**WORK TASK**. Below are records; please set down exactly the lines from the first through the one containing "filter:drop-shadow(2px 0 #a2a6ae)".

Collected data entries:
= = = =

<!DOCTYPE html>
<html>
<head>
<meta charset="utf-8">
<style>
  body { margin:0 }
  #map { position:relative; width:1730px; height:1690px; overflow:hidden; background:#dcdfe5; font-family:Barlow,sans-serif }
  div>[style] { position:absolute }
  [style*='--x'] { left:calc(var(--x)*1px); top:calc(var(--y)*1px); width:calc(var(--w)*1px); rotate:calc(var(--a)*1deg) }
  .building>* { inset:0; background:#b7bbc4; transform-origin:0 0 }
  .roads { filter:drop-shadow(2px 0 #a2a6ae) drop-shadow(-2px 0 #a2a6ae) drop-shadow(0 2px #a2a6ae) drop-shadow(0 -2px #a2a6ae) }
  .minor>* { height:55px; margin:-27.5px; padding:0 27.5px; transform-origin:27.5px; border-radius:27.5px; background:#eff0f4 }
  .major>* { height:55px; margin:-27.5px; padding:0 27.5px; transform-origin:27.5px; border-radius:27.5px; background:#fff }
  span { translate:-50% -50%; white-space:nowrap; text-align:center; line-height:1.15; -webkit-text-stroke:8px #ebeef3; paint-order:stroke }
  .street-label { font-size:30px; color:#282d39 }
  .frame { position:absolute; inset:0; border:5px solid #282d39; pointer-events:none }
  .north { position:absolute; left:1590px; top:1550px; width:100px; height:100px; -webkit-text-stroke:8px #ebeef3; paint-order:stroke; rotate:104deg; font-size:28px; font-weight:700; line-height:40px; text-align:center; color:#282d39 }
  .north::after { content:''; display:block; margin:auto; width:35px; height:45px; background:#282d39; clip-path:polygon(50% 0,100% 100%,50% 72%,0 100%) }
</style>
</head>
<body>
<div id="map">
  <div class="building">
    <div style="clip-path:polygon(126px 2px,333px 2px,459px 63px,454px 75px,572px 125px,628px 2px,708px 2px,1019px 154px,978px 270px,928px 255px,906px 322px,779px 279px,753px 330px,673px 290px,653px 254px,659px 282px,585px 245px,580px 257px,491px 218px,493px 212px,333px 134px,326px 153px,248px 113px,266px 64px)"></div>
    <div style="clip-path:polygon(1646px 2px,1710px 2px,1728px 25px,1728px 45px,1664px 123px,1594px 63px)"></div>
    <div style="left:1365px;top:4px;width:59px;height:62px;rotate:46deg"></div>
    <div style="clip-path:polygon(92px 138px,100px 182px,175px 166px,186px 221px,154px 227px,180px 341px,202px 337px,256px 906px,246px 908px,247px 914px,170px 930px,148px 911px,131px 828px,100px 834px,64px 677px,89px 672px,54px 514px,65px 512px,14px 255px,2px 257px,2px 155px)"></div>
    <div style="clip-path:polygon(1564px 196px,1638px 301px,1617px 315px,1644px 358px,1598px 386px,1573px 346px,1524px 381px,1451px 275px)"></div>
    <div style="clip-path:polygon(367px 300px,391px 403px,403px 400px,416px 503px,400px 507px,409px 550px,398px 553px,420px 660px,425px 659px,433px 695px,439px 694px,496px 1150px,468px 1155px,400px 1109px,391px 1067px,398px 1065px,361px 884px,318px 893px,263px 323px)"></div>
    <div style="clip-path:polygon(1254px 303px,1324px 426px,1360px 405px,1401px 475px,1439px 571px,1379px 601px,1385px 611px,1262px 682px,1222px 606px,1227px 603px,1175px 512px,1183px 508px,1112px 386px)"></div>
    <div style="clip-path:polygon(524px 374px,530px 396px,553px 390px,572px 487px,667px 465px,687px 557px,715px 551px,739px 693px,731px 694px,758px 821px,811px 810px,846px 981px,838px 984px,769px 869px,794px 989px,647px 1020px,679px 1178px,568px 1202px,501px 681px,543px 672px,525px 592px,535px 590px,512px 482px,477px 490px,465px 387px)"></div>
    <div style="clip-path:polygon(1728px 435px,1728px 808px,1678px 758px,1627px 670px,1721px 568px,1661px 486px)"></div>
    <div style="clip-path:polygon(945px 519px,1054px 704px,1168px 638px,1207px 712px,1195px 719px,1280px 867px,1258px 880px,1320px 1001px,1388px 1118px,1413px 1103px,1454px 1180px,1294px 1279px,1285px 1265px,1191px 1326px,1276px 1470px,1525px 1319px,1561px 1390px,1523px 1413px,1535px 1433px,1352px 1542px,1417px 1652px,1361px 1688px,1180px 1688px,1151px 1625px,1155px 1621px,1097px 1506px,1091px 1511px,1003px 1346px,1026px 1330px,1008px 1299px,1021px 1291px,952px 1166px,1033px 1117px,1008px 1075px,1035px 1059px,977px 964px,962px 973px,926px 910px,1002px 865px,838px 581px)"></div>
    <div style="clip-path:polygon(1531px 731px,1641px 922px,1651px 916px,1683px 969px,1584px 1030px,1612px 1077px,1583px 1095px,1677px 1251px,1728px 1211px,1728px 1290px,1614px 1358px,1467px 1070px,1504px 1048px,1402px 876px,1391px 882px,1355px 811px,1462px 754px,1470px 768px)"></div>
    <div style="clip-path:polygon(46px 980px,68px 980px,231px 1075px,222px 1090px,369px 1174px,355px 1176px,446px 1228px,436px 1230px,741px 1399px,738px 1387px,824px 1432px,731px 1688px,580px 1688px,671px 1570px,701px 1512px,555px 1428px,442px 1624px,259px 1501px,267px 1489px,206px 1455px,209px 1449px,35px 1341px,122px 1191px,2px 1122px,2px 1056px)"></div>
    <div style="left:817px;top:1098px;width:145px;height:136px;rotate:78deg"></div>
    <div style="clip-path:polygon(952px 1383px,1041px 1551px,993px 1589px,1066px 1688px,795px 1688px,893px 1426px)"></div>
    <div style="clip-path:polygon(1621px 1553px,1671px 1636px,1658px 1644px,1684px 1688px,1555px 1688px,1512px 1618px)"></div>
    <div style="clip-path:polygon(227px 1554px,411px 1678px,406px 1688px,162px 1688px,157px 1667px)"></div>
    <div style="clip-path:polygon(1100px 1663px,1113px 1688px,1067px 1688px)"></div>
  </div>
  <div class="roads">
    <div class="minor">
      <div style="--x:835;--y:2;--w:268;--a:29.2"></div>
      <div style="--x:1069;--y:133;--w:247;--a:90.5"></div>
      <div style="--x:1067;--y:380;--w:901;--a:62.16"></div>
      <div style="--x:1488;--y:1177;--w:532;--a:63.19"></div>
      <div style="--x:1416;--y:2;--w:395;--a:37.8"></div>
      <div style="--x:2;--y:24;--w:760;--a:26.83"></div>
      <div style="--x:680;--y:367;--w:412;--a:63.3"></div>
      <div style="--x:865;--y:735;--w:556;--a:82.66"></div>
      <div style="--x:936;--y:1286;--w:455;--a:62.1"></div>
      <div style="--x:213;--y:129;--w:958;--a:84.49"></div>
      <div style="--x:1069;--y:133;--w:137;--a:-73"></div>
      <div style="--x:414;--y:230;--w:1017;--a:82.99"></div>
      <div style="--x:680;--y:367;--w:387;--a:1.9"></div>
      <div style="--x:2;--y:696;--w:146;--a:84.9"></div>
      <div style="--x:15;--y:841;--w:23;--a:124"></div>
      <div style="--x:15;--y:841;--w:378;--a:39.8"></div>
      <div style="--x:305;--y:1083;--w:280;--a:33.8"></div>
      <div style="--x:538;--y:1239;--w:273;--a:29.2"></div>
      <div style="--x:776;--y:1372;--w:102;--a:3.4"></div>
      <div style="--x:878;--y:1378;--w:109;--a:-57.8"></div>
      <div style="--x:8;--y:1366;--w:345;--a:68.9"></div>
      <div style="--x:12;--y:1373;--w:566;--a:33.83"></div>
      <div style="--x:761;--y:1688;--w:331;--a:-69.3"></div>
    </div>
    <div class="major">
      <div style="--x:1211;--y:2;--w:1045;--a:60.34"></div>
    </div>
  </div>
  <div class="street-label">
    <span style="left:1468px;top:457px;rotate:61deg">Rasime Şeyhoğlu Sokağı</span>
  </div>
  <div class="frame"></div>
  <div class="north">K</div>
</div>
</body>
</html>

= = = =

**OUTPUT OF THE EXERCISE**.
<!DOCTYPE html>
<html>
<head>
<meta charset="utf-8">
<style>
  body { margin:0 }
  #map { position:relative; width:1730px; height:1690px; overflow:hidden; background:#dcdfe5; font-family:Barlow,sans-serif }
  div>[style] { position:absolute }
  [style*='--x'] { left:calc(var(--x)*1px); top:calc(var(--y)*1px); width:calc(var(--w)*1px); rotate:calc(var(--a)*1deg) }
  .building>* { inset:0; background:#b7bbc4; transform-origin:0 0 }
  .roads { filter:drop-shadow(2px 0 #a2a6ae) drop-shadow(-2px 0 #a2a6ae) drop-shadow(0 2px #a2a6ae) drop-shadow(0 -2px #a2a6ae) }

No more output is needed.